To support this work, last fall the FVPF launched the KnowMoreSayMore initiative to create a dialogue about the birth control sabotage and reproductive coercion that many teens and young women face, which can result in unintended pregnancy, HIV/AIDS, sexually transmitted infections, miscarriage, infertility, coerced abortion, poor birth outcomes including preterm birth and low birth-weight babies, and other serious health problems.

Its website,, features the stories of several women who are sharing their experiences with birth control sabotage and reproductive coercion.
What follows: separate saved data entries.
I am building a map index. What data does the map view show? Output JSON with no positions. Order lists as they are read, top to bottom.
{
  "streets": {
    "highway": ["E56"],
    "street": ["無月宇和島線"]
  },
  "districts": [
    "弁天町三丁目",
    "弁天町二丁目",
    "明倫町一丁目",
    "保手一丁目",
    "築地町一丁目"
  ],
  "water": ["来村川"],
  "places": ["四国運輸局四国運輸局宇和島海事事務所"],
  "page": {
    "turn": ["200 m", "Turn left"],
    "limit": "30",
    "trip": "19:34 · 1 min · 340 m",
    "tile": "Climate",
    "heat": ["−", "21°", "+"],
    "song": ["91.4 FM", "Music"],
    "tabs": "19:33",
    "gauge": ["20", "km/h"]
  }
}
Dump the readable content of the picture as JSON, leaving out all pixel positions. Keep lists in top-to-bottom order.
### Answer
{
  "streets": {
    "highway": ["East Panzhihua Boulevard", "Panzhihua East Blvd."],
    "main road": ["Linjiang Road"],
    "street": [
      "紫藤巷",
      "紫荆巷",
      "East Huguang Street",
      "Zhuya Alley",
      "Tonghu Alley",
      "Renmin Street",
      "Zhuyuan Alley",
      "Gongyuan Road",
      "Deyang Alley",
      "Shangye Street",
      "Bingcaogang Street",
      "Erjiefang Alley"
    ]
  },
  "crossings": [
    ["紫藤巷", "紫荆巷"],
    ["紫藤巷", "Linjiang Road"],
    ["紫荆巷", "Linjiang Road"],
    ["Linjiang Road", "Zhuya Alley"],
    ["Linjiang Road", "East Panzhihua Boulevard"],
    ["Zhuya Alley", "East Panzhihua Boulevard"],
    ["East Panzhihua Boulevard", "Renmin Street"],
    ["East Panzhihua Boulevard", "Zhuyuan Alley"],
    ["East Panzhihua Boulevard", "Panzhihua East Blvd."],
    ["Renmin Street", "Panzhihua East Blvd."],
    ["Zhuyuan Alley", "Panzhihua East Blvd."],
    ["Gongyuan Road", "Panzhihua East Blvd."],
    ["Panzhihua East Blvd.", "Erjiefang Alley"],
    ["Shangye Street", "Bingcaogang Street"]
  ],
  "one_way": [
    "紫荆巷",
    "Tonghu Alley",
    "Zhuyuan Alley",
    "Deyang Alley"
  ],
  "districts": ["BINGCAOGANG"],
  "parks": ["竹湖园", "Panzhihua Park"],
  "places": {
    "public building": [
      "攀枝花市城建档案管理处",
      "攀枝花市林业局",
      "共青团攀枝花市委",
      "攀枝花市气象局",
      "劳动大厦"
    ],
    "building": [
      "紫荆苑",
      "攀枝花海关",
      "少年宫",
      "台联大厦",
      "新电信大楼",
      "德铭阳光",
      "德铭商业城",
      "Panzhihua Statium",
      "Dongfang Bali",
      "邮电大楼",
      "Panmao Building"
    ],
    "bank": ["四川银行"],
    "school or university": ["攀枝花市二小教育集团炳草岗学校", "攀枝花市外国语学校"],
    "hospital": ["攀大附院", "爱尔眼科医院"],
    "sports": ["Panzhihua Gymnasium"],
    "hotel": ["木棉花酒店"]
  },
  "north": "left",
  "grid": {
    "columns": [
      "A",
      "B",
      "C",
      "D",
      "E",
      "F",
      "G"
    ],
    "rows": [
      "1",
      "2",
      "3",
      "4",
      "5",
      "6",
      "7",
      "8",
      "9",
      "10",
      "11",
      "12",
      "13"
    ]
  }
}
“These stories underscore that it is impossible for many women to negotiate safe sex because they are not in healthy, respectful relationships,” Soler continued. “That’s one reason abused women experience more sexually transmitted infections, HIV, unintended pregnancies and abortions. We can help lawmakers understand that subtler forms of violence, such as exposing a partner to HIV or refusing to use birth control, are terribly dangerous. The more we share that information, the more we will be able to do to make services available to victims and improve their reproductive health outcomes.”

Action in ‘09
This year, the FVPF is working with advocates and legislators around the country on legislation that would provide effective interventions to victims of violence in reproductive health care settings, as an alternative to coerced abortion bills. This kind of intervention can improve the health and safety of women experiencing abuse and control. The FVPF has created model legislation for these projects, which aim to educate health care providers about how to identify abuse and reproductive coercion, prevent the health effects of such violence, decrease unintended pregnancy, and partner with advocates to improve the health and safety of individuals who are experiencing violence.

“Most lawmakers, and even some advocates and health care providers, don’t fully understand the relationship between physical and sexual abuse, and reproductive health,” said FVPF Public Policy Director Kiersten Stewart. “It is imperative that we change that. Violence and coercion have a direct impact on women’s reproductive health and we must ensure that victims of violence have access to the information and services they need to keep themselves safe. At the same time, we must help those who care about reducing unintended pregnancies and abortion understand that they must address violence and abuse head-on to be successful.”

The FVPF initiative also supports expanding sex education to teach young people the importance of healthy, respectful relationships.

The FVPF’s kNOwMORE initiative is funded with generous support from the William and Flora Hewlett Foundation and the Ford Foundation.

The Family Violence Prevention Fund has developed a new toolkit to give violence prevention leaders and others the tools to advocate for legislation that is not limited to coerced abortion, but addresses the reproductive health needs of all victims of violence. The kit includes sample proactive legislation, educational materials on coerced abortion legislation, as well as fact sheets, talking points, sample opinion articles and letters-to-the-editor on this issue.